The several states of Italy have, in this treasury, their particular historians, whose accounts are, perhaps, generally more exact, by being less extensive; and more interesting, by being more particular.

Nor has less regard been paid to the different nations of the Germanick empire, of which neither the Bohemians, nor Hungarians, nor Austrians, nor Bavarians, have been neglected; nor have their antiquities, however generally disregarded, been less studiously searched, than their present state.

The northern nations have supplied this collection, not only with history, but poetry, with Gothick antiquities and Runick inscriptions; which, at least, have this claim to veneration, above the remains of the Roman magnificence, that they are the works of those heroes by whom the Roman empire was destroyed; and which may plead, at least in this nation, that they ought not to be neglected by those that owe to the men whose memories they preserve, their constitution, their properties, and their liberties.

The curiosity of these collectors extended equally to all parts of the world; nor did they forget to add to the northern the southern writers, or to adorn their collection with chronicles of Spain, and the conquest of Mexico.

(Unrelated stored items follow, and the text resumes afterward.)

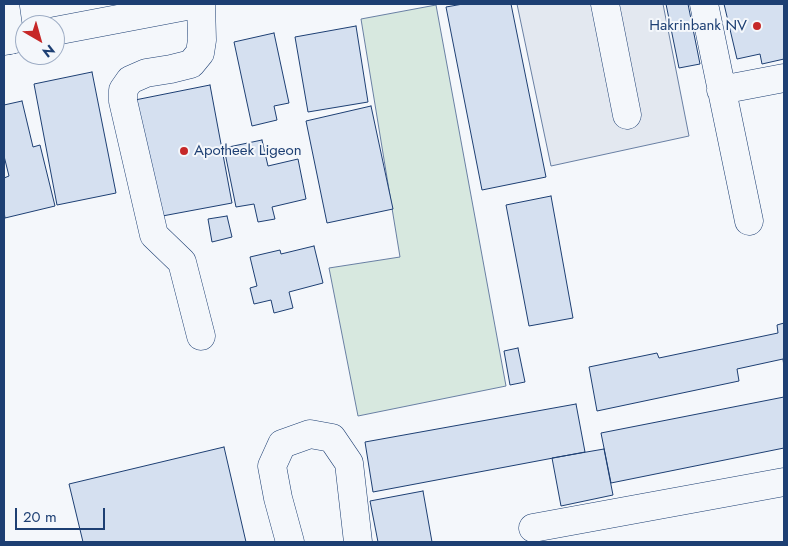 <!DOCTYPE html>
<style>
body{margin:0}
#map{position:relative;width:788px;height:546px;overflow:hidden;background:#f4f7fb;font-family:Jost,sans-serif}
canvas{display:block}
.frame{position:absolute;inset:0;border:5px solid #1d3f73;pointer-events:none}
.north{position:absolute;left:15px;top:15px;width:50px;height:50px;box-sizing:border-box;background:#f4f7fb;border:1px solid #9eadc5;border-radius:50%;rotate:142deg;font-size:14px;font-weight:700;line-height:20px;text-align:center;color:#1d3f73}
.north::after{content:'';display:block;margin:auto;width:18px;height:22px;background:#c62828;clip-path:polygon(50% 0,100% 100%,50% 72%,0 100%)}
.scale{position:absolute;left:15px;top:508px;width:90px;height:22px;box-sizing:border-box;border:2px solid #1d3f73;border-top:0;padding-left:6px;font-size:15px;line-height:18px;white-space:nowrap;color:#1d3f73;-webkit-text-stroke:4px #f4f7fb;paint-order:stroke}
</style>
<div id="map">
<canvas width="788" height="546"></canvas>
<div class="frame"></div>
<div class="north">N</div>
<div class="scale">20 m</div>
</div>
<script>
const ctx = document.querySelector('canvas').getContext('2d');
ctx.lineJoin = 'round';
function fill(path, color) { ctx.fillStyle = color; ctx.fill(path, 'evenodd'); }
const shape = rows => new Path2D(rows.map(r => 'M' + r).join(''));
function trace(path, color, width, dash) { ctx.strokeStyle = color; ctx.lineWidth = width; ctx.lineCap = dash ? 'butt' : 'round'; ctx.setLineDash(dash || []); ctx.stroke(path); }
function label(font, color, halo, rows, align = 'center') {
  ctx.font = font + ' Jost,sans-serif'; ctx.lineWidth = 4; ctx.setLineDash([]); ctx.textBaseline = 'middle'; ctx.strokeStyle = halo; ctx.fillStyle = color; for (const [text, x, y, turn = 0] of rows) {
    ctx.save(); ctx.translate(x, y); ctx.rotate((+turn || 0) * Math.PI / 180); ctx.textAlign = isNaN(turn) ? turn : align; if (halo) ctx.strokeText(text, 0, 0); ctx.fillText(text, 0, 0); ctx.restore();
  }
}
const green = shape([
 [436,5,506,386,358,416,329,268,400,257,361,19,436,5]
]);
fill(green, '#d7e8df');
trace(green, '#687fa3', 1);
const parking = shape([
 [517,4,663,4,689,136,551,166,517,4]
]);
fill(parking, '#e3e8f0');
trace(parking, '#687fa3', 1);
const building = shape([
 [463,4,511,4,546,177,482,190,446,7,463,4],
 [666,4,688,4,700,64,679,68,666,4],
 [724,4,784,4,784,59,762,64,760,54,737,59,724,4],
 [356,26,368,102,308,112,295,37,356,26],
 [274,33,289,103,274,106,277,120,252,126,234,42,274,33],
 [92,72,116,193,57,205,34,84,92,72],
 [210,85,232,203,157,217,135,100,210,85],
 [22,101,33,147,40,145,55,206,5,218,4,212,4,178,9,176,4,156,4,105,22,101],
 [371,106,393,209,327,223,306,121,371,106],
 [262,140,268,166,298,159,306,199,272,207,275,219,258,222,254,204,236,207,224,148,262,140],
 [551,196,573,318,529,326,506,205,551,196],
 [227,216,232,237,212,242,208,219,227,216],
 [314,246,323,283,289,292,293,308,274,313,271,300,254,304,250,288,257,286,250,257,280,250,281,254,314,246],
 [784,323,784,367,783,359,737,369,739,381,597,411,589,367,657,353,659,358,778,333,777,325,784,323],
 [518,348,525,382,510,385,504,351,518,348],
 [784,397,784,448,611,483,601,433,784,397],
 [576,404,585,452,373,492,365,442,576,404],
 [224,447,246,542,83,542,69,484,224,447],
 [604,449,613,495,561,506,552,458,604,449],
 [423,491,432,542,378,542,370,501,423,491]
]);
fill(building, '#d5e0f0');
trace(building, '#1d3f73', 1);
const minor = shape([
 [5,4,10,40],
 [605,4,627,115],
 [704,4,749,221],
 [721,90,784,78],
 [201,336,182,262,154,235,123,101,123,90,130,80,146,73,171,69,191,64,200,53,202,40,201,4],
 [533,528,784,482],
 [290,542,278,498,272,466,282,444,310,434,332,438,349,463,358,542]
]);
const major = shape([
 [55,31,197,4],
 [4,41,25,37]
]);
trace(minor, '#1d3f73', 29);
trace(major, '#1d3f73', 29);
trace(minor, '#f4f7fb', 28);
trace(major, '#f4f7fb', 28);
for (const [x, y, r, color] of [
 [757,26,5,"#c62828"],
 [184,151,5,"#c62828"]
]) { const dot = new Path2D(); dot.arc(x, y, r, 0, 2 * Math.PI); ctx.fillStyle = color; ctx.fill(dot); trace(dot, '#f4f7fb', 2); }
label('15px', '#1d3f73', '#f4f7fb', [
 ["Hakrinbank NV",747,26],
 ["Apotheek Ligeon",194,151,"left"]
], 'right');
</script>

Even of those nations with which we have less intercourse, whose customs are less accurately known, and whose history is less distinctly recounted, there are in this library reposited such accounts as the Europeans have been hitherto able to obtain; nor are the Mogul, the Tartar, the Turk, and the Saracen, without their historians.

That persons, so inquisitive with regard to the transactions of other nations, should inquire yet more ardently after the history of their own, may be naturally expected; and, indeed, this part of the library is no common instance of diligence and accuracy. Here are to be found, with the ancient chronicles, and larger histories of Britain, the narratives of single reigns, and the accounts of remarkable revolutions, the topographical histories of counties, the pedigrees of families, the antiquities of churches and cities, the proceedings of parliaments, the records of monasteries, and the lives of particular men, whether eminent in the church or the state, or remarkable in private life; whether exemplary for their virtues, or detestable for their crimes; whether persecuted for religion, or executed for rebellion.